Although many of these colleges currently use the Common Application, this Coalition for Access, Affordability, and Success stems from the technological and other difficulties the Common Application had in 2013. These 83 institutions feel like they are spectators in the admission process, inhibiting innovation and insight on student performance. Therefore, the new Coalition Application will have virtual lockers for students where they can enter their work and accomplishments over a four year period of time.
The Coalition intends to first release this application to students in January 2016, which could change the way students apply and perhaps revolutionize the college admission process. Although the intention of the Coalition Colleges is to provide early preparation and access to all, others are concerned that high school will become about college prep and perhaps be inappropriate for students working on their virtual lockers as early as ninth grade.
Along with Coalition Board Members, college counselors have many questions about the new Coalition Application and wonder how something that is a "work in progress" can be launched for the public as early as January 2016.
The Coalition's virtual locker is planned to include extracurricular activities, interests, writing samples, college essays, videos and more. Information to the colleges where the students choose to apply will not be available to them until the student releases their locker during their application season.
In a Los Angeles Times piece, the Coalition stated, "To join, colleges must show that at least 70% of students graduate within six years. Private colleges must pledge to meet the demonstrated financial need of all U.S. students; public schools must have affordable tuition for in-state students and solid financial aid." Los Angeles Times
The Common Application will remain available. However, those using the Coalition's virtual locker will not need to submit the Common Application. The Coalition colleges will still accept the Common Application.
Many unanswered questions remain:
- Will colleges favor one application over the other?
- How will the virtual locker be evaluated?
- Will these universities use interaction with the locker to measure demonstrated interest and factor that into admissions decisions?
- If a ninth grader adds you to their "my colleges" list, what type of communication do you picture having with them?

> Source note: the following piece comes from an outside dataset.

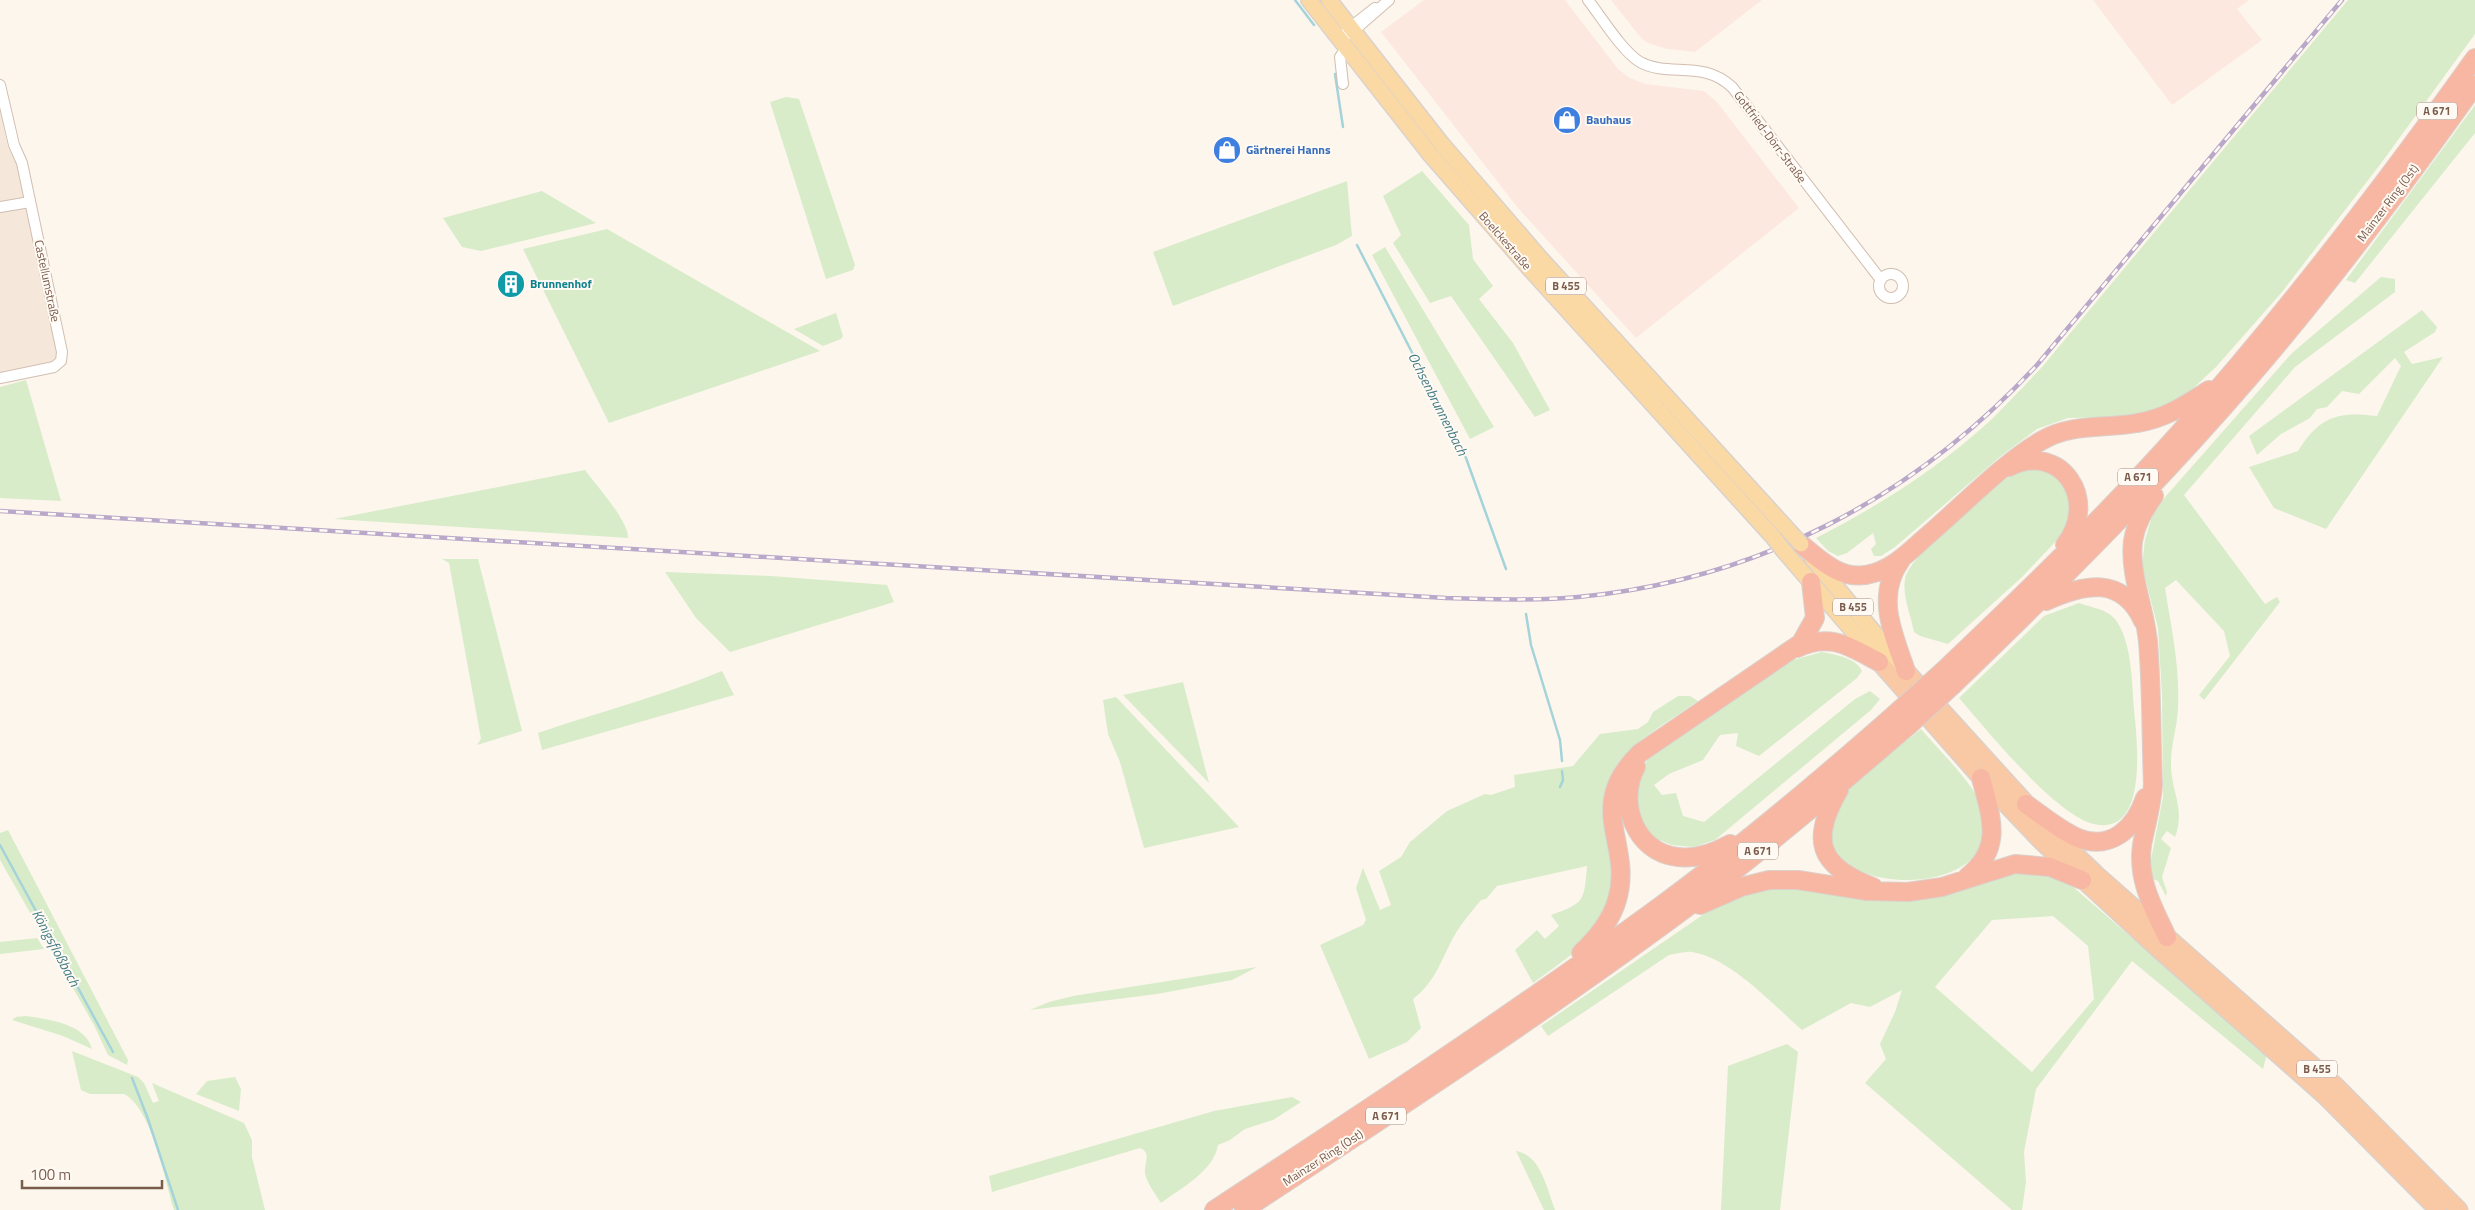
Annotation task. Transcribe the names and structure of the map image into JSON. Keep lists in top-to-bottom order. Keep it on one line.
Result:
{"streets":{"highway":["A 671","Mainzer Ring (Ost)","B 455"],"main road":["Boelckestraße"],"street":["Gottfried-Dörr-Straße","Castellumstraße"]},"crossings":[["A 671","Mainzer Ring (Ost)"],["Boelckestraße","B 455"]],"water":["Ochsenbrunnenbach","Königsfloßbach"],"places":{"shop":["Bauhaus","Gärtnerei Hanns"],"building":["Brunnenhof"]},"scale_bar":"100 m"}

- How do you plan get message out to underserved students?
- What will the competition aspect be like?
- What are hard timelines for the application
- Is this launching too soon?
Ultimately, the Coalition colleges will be able to tailor their applications by asking for specific items from the students' lockers. The goal is to make the application more holistic and gain more insight on applicants over a period of time. The Coalition believes in early engagement, being more transparent, increased interest in the public and collaboration. These are fine ideals with good intentions. However, the implementation is yet to be seen and many questions must be answered.
These colleges want to guide their own progress and are committed to making the Coalition Application work for all students.